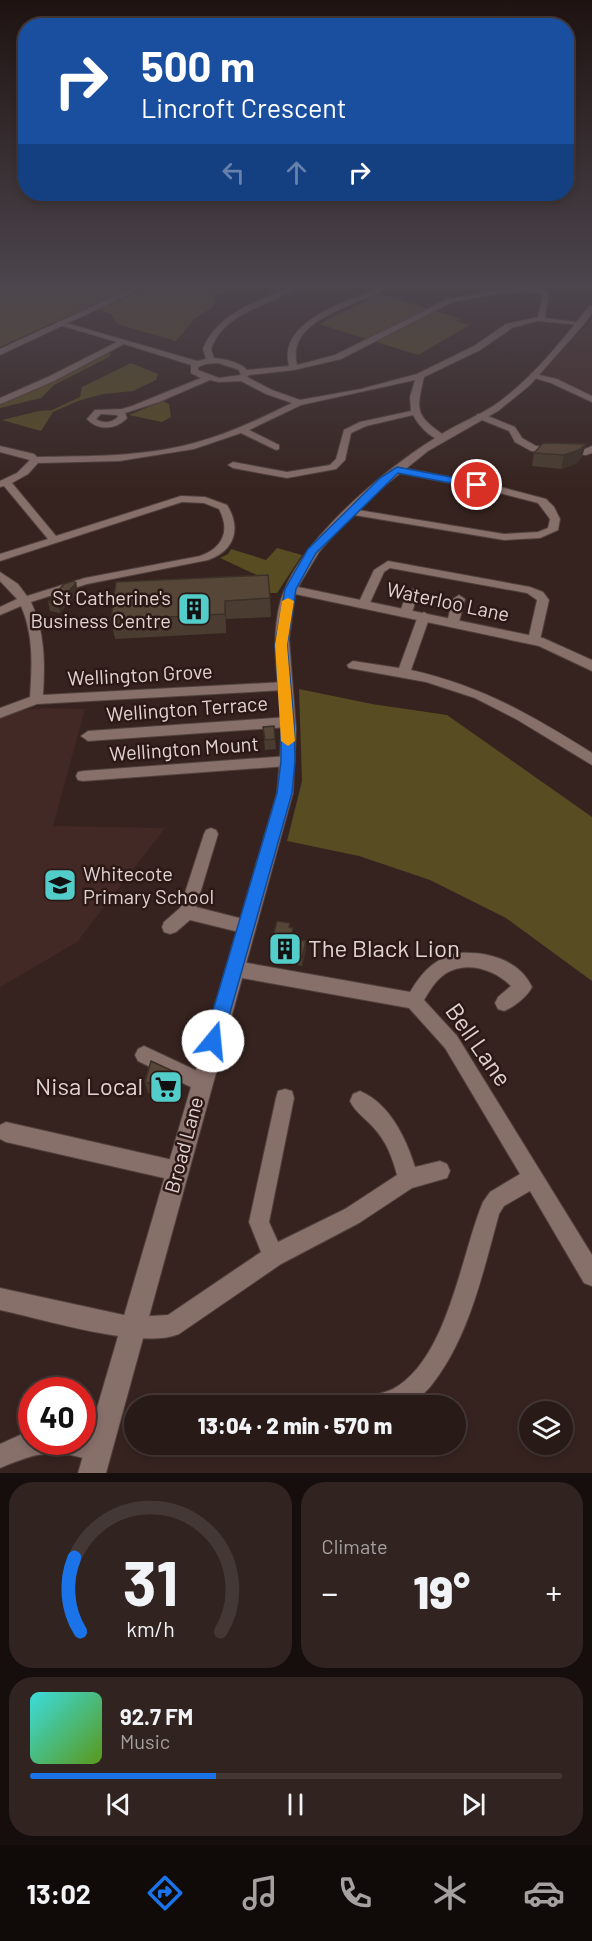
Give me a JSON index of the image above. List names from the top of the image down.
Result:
{
  "streets": {
    "street": [
      "Waterloo Lane",
      "Wellington Grove",
      "Wellington Terrace",
      "Wellington Mount",
      "Bell Lane",
      "Broad Lane"
    ]
  },
  "crossings": [
    ["Waterloo Lane", "Broad Lane"],
    ["Wellington Grove", "Broad Lane"],
    ["Wellington Terrace", "Broad Lane"],
    ["Wellington Mount", "Broad Lane"],
    ["Bell Lane", "Broad Lane"]
  ],
  "places": {
    "building": ["St Catherine's Business Centre", "The Black Lion"],
    "school or university": ["Whitecote Primary School"],
    "supermarket": ["Nisa Local"]
  },
  "page": {
    "turn": ["500 m", "Lincroft Crescent"],
    "limit": "40",
    "trip": "13:04 · 2 min · 570 m",
    "tile": "Climate",
    "heat": ["−", "19°", "+"],
    "song": ["92.7 FM", "Music"],
    "tabs": "13:02",
    "gauge": ["31", "km/h"]
  }
}
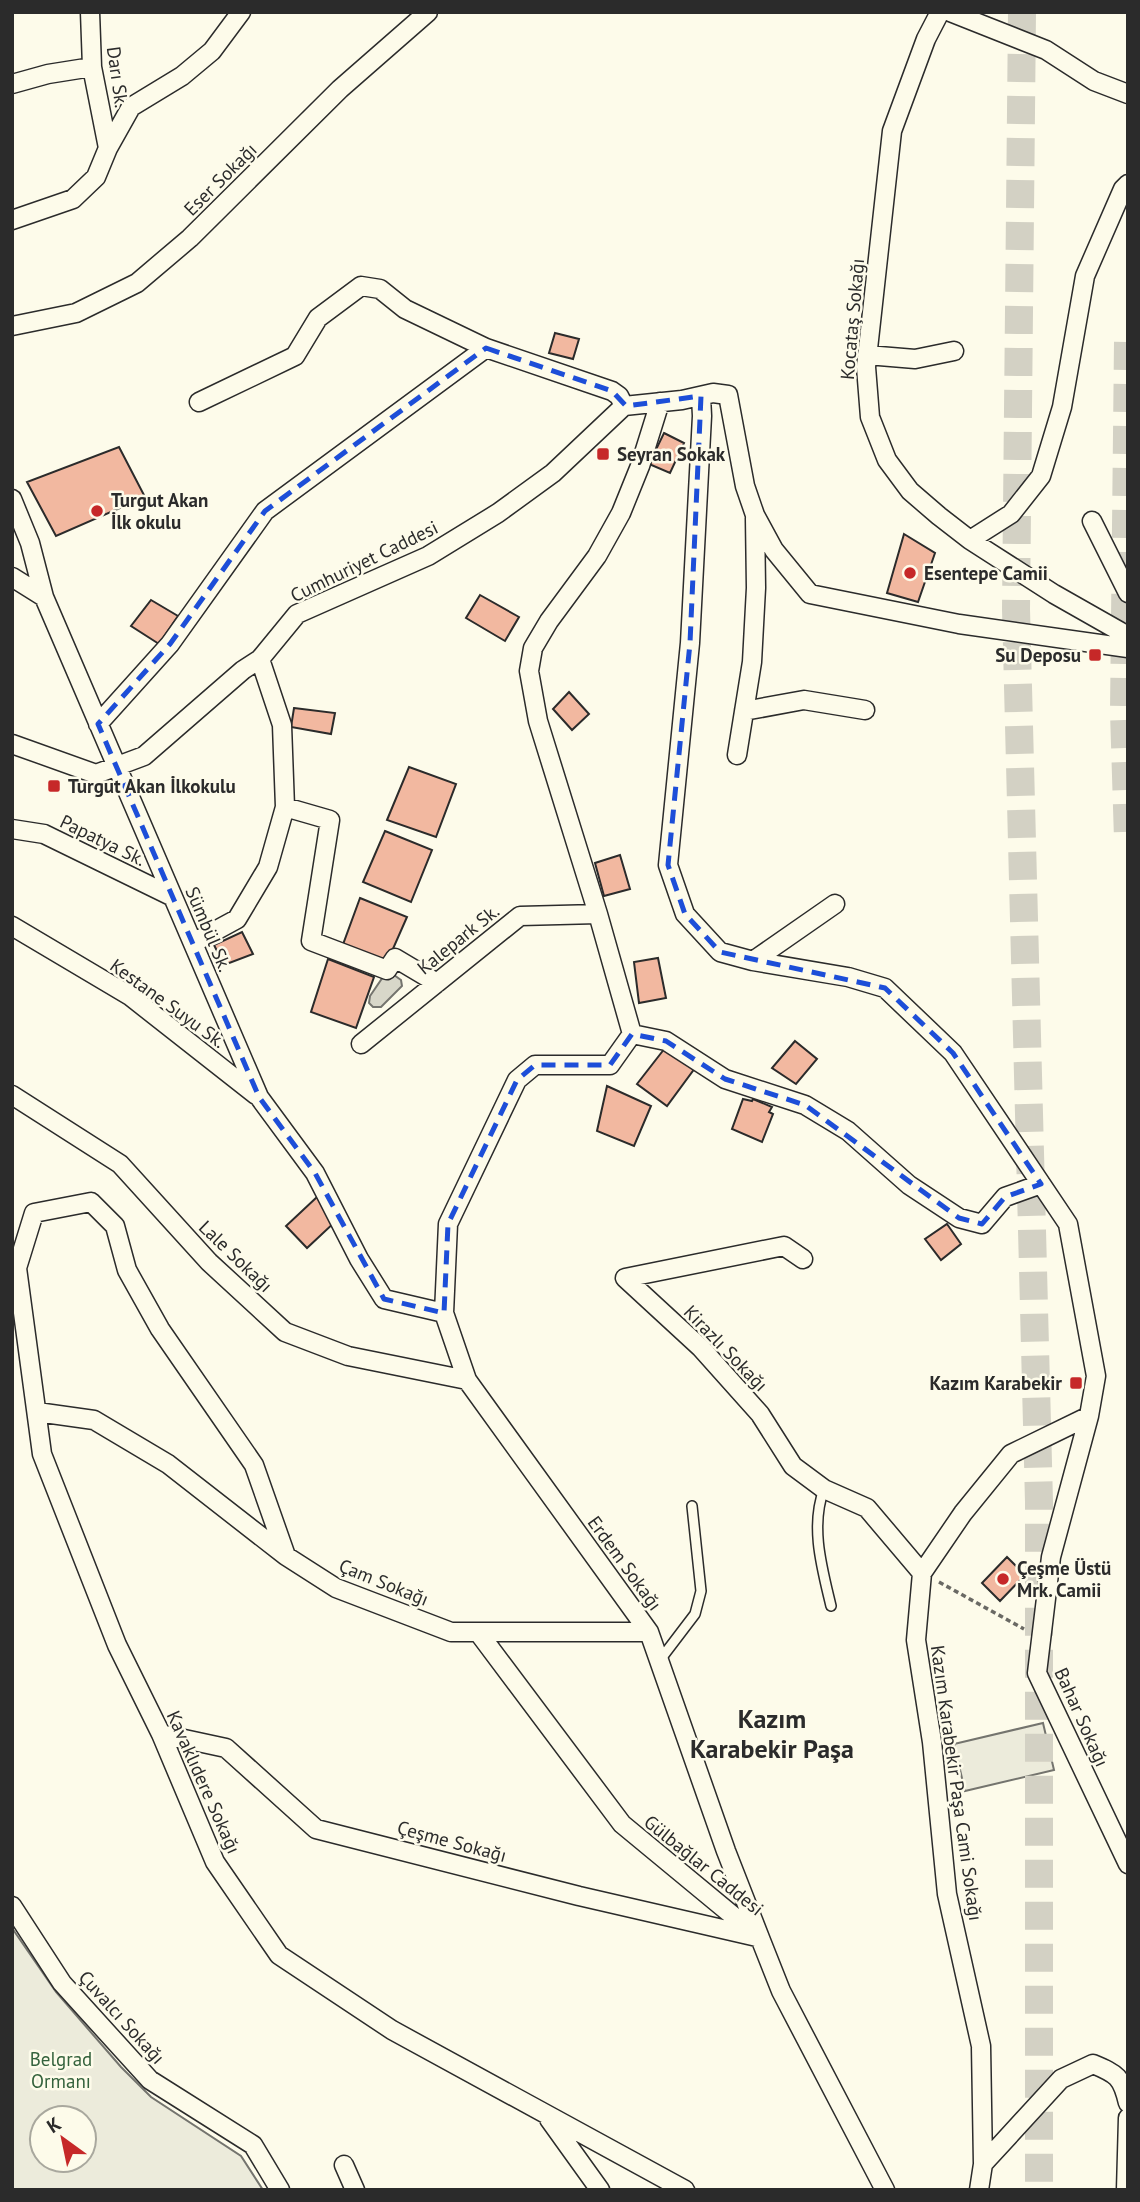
- - - - - - -
* **Task to complete**
Where the word "Terrace" occurs in a line of the records, copy that line.

* **Solution for this exercise**
      "Wellington Terrace",
    ["Wellington Terrace", "Broad Lane"],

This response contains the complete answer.